Grantee Name:Area Cooperative Educational Services
Project Name:With Liberty and Justice for All: American History for Elementary Teachers and Classrooms
Project Director:Joanne Manginelli
Funding:$1,570,405 over 5 years
Number of Teachers Served Overall:65
Number of School Districts Served:7
Grade Levels:K-5
Partners:Yale University History Department
Topics:Year 1: Beginnings to 1607; Colonization, Settlement, and Communities, 1607-1763; Revolution and the New Nation, 1763-1815
Year 2: Expansion and Reform, 1801-1861; Crisis and the Union, 1850-1877
Year 3: Development of Modern America, 1865-1920; Modern American and the World Wars, 1914-1945; Contemporary America, 1945-Present
Year 4: The Role of Connecticut and New England in the Nation’s Past
Year 5: Civil Rights and Defining Who Is an American
Methods:In-school coaching, technology support, seminars and workshops, summer institutes, curriculum development

Grant partner Yale University currently manages another TAH grant for middle and high school teachers. Building on this experience, this grant will serve the elementary teachers in the urban and urban fringe districts in south central Connecticut. Here, several schools are in need of improvement, corrective action, or restructuring, and large achievement gaps are not uncommon. Each year, participating teachers will be engaged in developing curriculum units to share with other teachers and post on the project Web site. Other annual activities will include a summer institute/field trip and eight seminars provided by noted historians who will organize lectures around concepts, themes, and primary sources that underlie the development of American liberty. Project leaders estimate that about 65 teachers a year will participate in selected activities. Because participants will determine their own level of engagement, staff expects 35 teachers each year will attend at least 75 percent of activities, and the goal is that these will be the participants recruited from the schools with the greatest needs. With Liberty and Justice for All aims to help students be engaged with the story of our nation and contribute to the ongoing story of American liberty. To support greater student engagement, grant activities will include instruction that helps teachers apply high-quality curriculum, critical thinking, close reading, and collaborative leadership skills. Outside the seminar settings, this will be accomplished through school-based coaching and technology training. The project will increase the quality and quantity of instructional resources available to all teachers and build an online collection of instructional units for all teachers to use.

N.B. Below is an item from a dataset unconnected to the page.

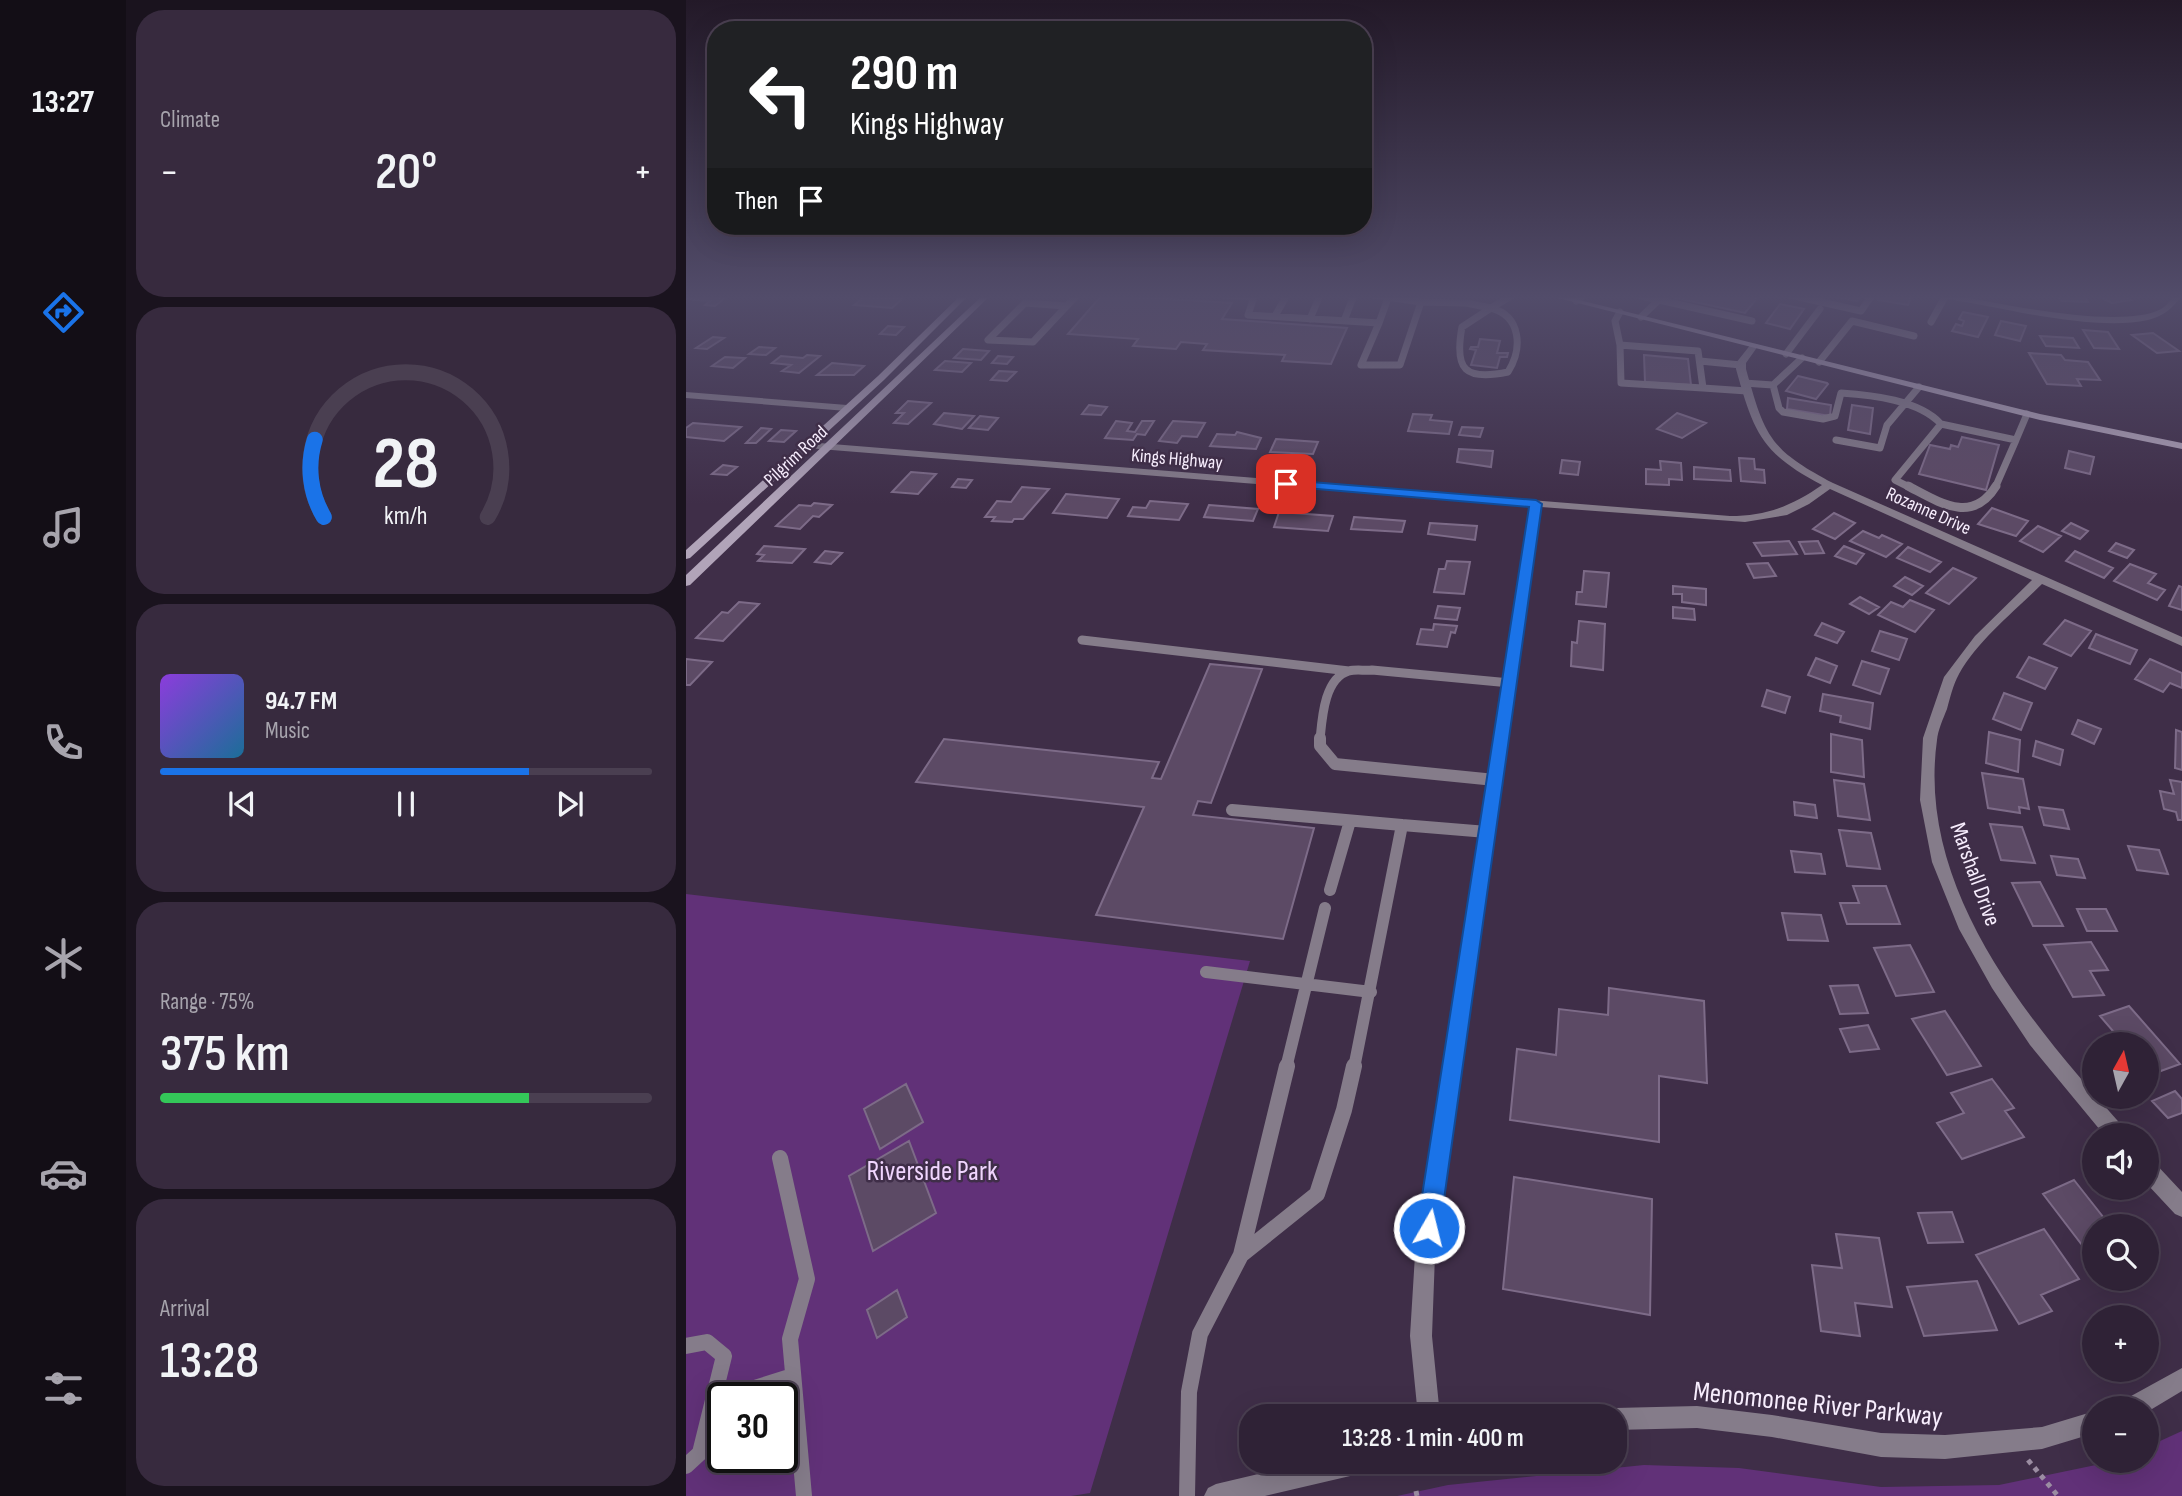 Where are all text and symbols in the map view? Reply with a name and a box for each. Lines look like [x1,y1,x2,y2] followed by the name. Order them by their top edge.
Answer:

Grantee Name:Bridgeport Public Schools
Project Name:Making History
Project Director:Anne Cunningham
Funding:$1,612,567 over 5 years
Number of Teachers Served Overall:400-500
Number of School Districts Served:1
Grade Levels:5, 7, 8, 10, 11
Partners:National Council of History Education, Connecticut Historical Society, Bridgeport Public Library, Wadsworth Atheneum Museum of Art
Topics:Year 1: Using primary and secondary sources to construct historical interpretation
Year 2: Historical research and constructing a historical narrative
Year 3: Multiple perspectives and interpretations
Year 4: Historical periodization, globalization, continuity, and change
Year 5: Teaching traditional American history and integrating new educational technologies
Methods:Colloquia, Professional Learning Communities, workshops, seminars, book discussions

The Making History project serves Connecticut’s largest city, where 13 percent of students are English learners who come from 70 language groups. In 2009-2010, one year of American history is being added to Grade 7 and a semester to Grade 10, meaning that teachers who have never taught American history will need extra support. Teachers will receive 50 hours per year of professional development delivered in five stages: (1) a summer colloquium, (2) content-focused seminars, (3) a field trip, (4) workshops on pedagogy, and (5) practica for implementing innovations in the classroom. Annual cohorts of 80 or more elementary, middle, and high school teachers will learn together, share content knowledge, and instructional strategies, and support one another in implementation. Making History will focus on the human elements of history, especially presidents and other "history makers" from the Revolution to World War II. Teachers will explore the "history of history" as an academic discipline. Seminars will include sessions such as "Picturing American History", where teachers learn about interpreting pieces of art as historical artifacts. Instruction will include learning historical habits of mind, using document-based questioning, and initiating student research and presentation. At the end of the project, the district will have a group of eight to 10 key lead teachers who are history specialists and advocates and a standards-based curriculum. All activities, lessons, and/or units of study created during the project will become Assured Experiences—things all district teachers are required to teach—and will be included in the electronic curriculum.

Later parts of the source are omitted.